**Required work**: Within the data that follows, how many lines contain the word "strokeStyle"? Reply with only the number.

**Material supplied**:
--------------------
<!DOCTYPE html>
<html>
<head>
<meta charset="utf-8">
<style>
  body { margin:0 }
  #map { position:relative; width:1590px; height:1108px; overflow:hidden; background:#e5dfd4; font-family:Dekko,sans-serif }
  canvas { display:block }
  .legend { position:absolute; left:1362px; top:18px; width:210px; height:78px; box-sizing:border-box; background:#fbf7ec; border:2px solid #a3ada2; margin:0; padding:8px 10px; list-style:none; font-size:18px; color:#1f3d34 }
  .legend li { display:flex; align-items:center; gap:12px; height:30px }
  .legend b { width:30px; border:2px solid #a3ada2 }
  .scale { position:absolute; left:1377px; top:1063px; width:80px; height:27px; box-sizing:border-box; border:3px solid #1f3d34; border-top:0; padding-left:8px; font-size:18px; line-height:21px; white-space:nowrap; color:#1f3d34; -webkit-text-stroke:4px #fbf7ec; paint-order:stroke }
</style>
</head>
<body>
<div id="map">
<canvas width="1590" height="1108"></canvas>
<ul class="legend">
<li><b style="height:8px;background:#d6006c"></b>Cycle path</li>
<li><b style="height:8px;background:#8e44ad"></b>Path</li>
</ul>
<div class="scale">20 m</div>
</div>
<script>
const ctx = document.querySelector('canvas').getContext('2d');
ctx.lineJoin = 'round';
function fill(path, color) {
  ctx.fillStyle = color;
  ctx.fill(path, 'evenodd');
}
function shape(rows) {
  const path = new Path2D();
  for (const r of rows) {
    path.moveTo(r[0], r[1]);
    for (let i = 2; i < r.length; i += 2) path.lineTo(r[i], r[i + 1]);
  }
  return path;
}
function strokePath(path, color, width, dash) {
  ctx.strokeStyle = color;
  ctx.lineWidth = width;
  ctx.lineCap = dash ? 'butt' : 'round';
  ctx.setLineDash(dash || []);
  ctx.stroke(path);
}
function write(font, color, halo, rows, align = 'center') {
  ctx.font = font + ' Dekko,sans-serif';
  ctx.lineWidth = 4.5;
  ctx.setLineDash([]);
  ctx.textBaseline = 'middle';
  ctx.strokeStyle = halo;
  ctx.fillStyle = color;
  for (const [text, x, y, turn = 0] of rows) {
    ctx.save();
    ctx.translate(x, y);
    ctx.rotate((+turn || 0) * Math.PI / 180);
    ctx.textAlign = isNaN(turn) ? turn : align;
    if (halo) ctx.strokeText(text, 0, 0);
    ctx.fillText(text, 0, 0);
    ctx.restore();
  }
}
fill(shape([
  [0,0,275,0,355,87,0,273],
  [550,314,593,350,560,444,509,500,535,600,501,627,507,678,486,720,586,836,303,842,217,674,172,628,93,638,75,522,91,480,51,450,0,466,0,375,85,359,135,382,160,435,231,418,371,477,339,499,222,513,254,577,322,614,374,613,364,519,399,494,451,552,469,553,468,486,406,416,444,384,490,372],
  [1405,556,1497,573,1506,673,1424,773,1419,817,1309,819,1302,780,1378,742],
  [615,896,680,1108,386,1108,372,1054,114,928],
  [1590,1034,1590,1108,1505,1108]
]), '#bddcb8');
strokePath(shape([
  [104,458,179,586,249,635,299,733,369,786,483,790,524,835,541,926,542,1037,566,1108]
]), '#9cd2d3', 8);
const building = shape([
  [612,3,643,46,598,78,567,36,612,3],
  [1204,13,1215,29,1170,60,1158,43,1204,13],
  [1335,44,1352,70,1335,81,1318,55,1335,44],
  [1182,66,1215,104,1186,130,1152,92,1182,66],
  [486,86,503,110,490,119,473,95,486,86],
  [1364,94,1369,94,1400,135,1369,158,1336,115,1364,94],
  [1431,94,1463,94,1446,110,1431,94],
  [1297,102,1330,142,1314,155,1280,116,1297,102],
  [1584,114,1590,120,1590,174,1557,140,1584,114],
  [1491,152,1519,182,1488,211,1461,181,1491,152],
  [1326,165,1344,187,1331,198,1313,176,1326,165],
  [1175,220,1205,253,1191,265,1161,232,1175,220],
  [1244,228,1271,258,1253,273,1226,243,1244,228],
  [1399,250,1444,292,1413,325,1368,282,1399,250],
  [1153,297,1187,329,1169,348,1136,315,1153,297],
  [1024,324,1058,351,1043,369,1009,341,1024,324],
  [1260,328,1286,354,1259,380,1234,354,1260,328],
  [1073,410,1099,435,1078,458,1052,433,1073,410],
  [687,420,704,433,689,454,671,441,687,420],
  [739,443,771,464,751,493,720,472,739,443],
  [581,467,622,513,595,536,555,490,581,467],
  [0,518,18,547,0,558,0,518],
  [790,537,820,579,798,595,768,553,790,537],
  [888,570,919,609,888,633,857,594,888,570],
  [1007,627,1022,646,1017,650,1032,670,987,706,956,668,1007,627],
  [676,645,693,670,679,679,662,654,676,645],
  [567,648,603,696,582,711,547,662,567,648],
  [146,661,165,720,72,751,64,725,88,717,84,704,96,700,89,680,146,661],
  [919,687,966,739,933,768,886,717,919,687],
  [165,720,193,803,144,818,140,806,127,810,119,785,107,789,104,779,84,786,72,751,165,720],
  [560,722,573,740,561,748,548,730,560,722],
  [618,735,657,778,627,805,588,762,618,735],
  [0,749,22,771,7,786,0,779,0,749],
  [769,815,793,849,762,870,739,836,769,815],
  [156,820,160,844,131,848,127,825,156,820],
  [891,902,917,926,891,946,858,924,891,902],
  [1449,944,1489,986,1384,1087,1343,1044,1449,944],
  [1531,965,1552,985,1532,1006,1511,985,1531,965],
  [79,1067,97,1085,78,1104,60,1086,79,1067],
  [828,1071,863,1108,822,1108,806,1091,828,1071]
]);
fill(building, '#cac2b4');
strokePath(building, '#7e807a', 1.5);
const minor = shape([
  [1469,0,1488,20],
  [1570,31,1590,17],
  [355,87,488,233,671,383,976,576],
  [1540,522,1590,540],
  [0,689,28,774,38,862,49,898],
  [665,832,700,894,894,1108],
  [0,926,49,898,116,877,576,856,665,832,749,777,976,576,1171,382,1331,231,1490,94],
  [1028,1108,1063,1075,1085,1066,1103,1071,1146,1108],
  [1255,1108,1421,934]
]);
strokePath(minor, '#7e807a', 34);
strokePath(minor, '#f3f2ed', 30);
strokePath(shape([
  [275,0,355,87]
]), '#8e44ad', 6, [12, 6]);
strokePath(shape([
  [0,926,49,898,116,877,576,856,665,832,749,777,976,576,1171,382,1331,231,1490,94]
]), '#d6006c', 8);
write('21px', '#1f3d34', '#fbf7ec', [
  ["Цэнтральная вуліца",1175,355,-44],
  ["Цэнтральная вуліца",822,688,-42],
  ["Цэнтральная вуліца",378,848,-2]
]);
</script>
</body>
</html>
--------------------
**Result below**: 2